3) It's hardware prefetch which stops at page boundaries. Software prefetch can cross pages, but you generally tune it to minimize the effect of in-page cache miss. it's generally impractical to prefetch far enough ahead to overcome the TLB miss overhead, so you can expect to see better performance when using a small enough number of huge pages.

Hi Tim,

Thanks for the reply. Can you suggest any reference for detailed information on how software prefetches are handled. I am still confused:

"Optimization Reference Manual" page 213 says:

Software PREFETCH operations work the same way as do load from memory operations, with the following exceptions:
• Software PREFETCH instructions retire after virtual to physical address translation is completed.
• If an exception, such as page fault, is required to prefetch the data, then the software prefetch instruction retires without prefetching data.

On the other hand, page 368 says:

There are cases where a PREFETCH will not perform the data prefetch. These include:
• PREFETCH causes a DTLB (Data Translation Lookaside Buffer) miss. This applies to Pentium 4 processors with CPUID signature corresponding to family 15, model 0, 1, or 2. PREFETCH resolves DTLB misses and fetches data on Pentium 4 processors with CPUID signature corresponding to family 15, model 3.

The second statement is probably only valid for Pentium 4, but where can I find up-to-date information about newer processors (i.e. Nehalem, Sandy Bridge)?

What you said implies prefetches cause page walks in case of a TLB miss and update the TLB with the new mapping after the page walk. Essentially, prefetch both prefetches to TLB and caches. Is that correct?


p.s. I'm still looking for comments to questions 1 and 2.

(1) The number and type of DTLB entries for Nehalem/Westmere and Sandy Bridge are described in the Intel SW Optimization Guide (document 248966, I am using revision 026). According to Table 2-9 on page 2-20, you are correct that the the DTLB has only 32 entries for 2MB pages and that the STLB has zero entries for 2MB pages.

(2) Using 2MB pages does remove one level of indirection from the hierarchical translation, but the processor contains a cache of higher-level translation entries, so not every TLB miss requires a multi-level table walk. I don't recall seeing any published details on the implementation of this cache, but there might be something out there?
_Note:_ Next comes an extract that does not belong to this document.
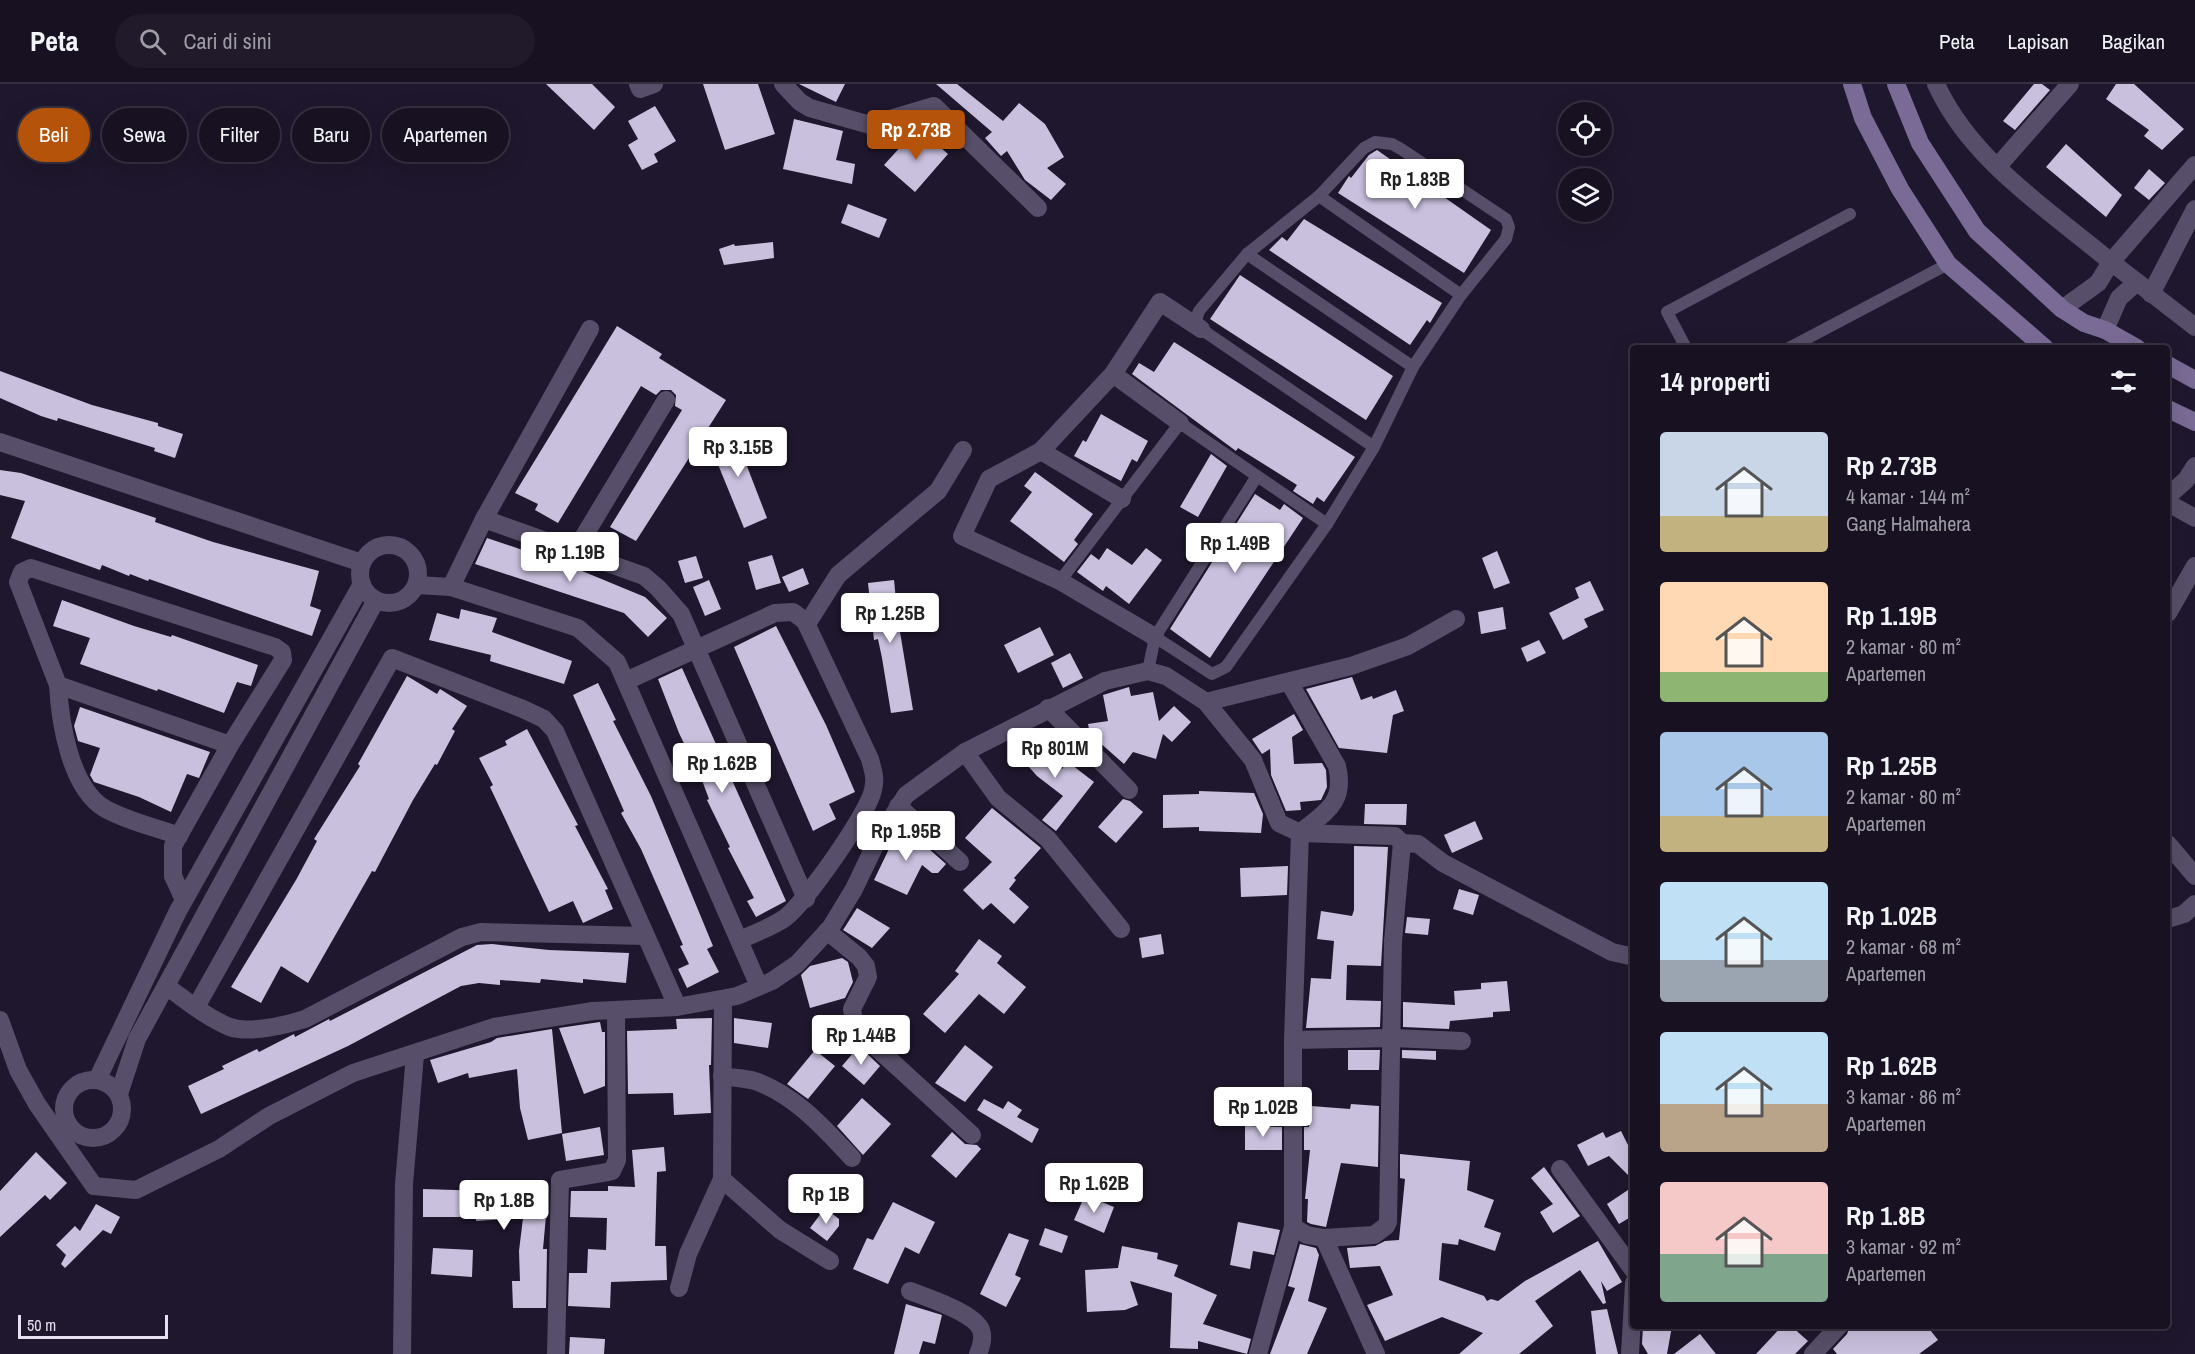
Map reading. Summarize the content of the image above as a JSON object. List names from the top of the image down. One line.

Each level of the hierarchical address translation has the same overall structure -- a 4kB page contains 512 entries, each of which points to a 4kB page in the next lower level of the translation. So each level of the translation accounts for 9 address bits. For 4kB pages, there are 12 untranslated bits and 4*9=36 translated bits, matching the expected 48-bit virtual address range supported by the processor. 2MB pages use only the top 3 9-bit translations (27 bits) plus an untranslated 21 bits inside each page. 1 GB pages use only the top 2 9-bit translations (18 bits) plus an untranslated 30 bits inside each page. 4MB pages are a special case that are not much used any more.

Ignoring the possibility of caching higher-order translations for a moment:
(1) Using 4kB pages allows mapping 256kB (64 entries) with the DTLB and 2MB (512 entries) with the STLB.
(2) Using 2MB pages allows mapping 64MB (32 entries) with the DTLB, while the STLB is unused.
(3) Using 1GB pages allows mapping 4GB (4 entries) with the DTLB, while the STLB is unused.

The caching of the upper-order bits in the page translation makes virtual address locality beneficial. For example, a single entry in the top-level translation table provides the mapping for all virtual addresses that match in the upper 9 address bits -- so it covers a 39-bit virtual address range.
If you additionally cache a single entry from the second-level translation table, you can match all addresses that match in the top 18 bits, covering 30 bits of virtual address range (1 GB).

"Dr. Bandwidth"

I believe that the conditions under which the page table walker uses the hierarchical caching structures are unclear to everyone....

Based on a variety of performance measurements for contiguous (or nearly contiguous) accesses, it is apparent that TLB misses are sufficiently inexpensive that one must concludes that almost all levels of the hierarchical page translation are cached with very high cache hit rates.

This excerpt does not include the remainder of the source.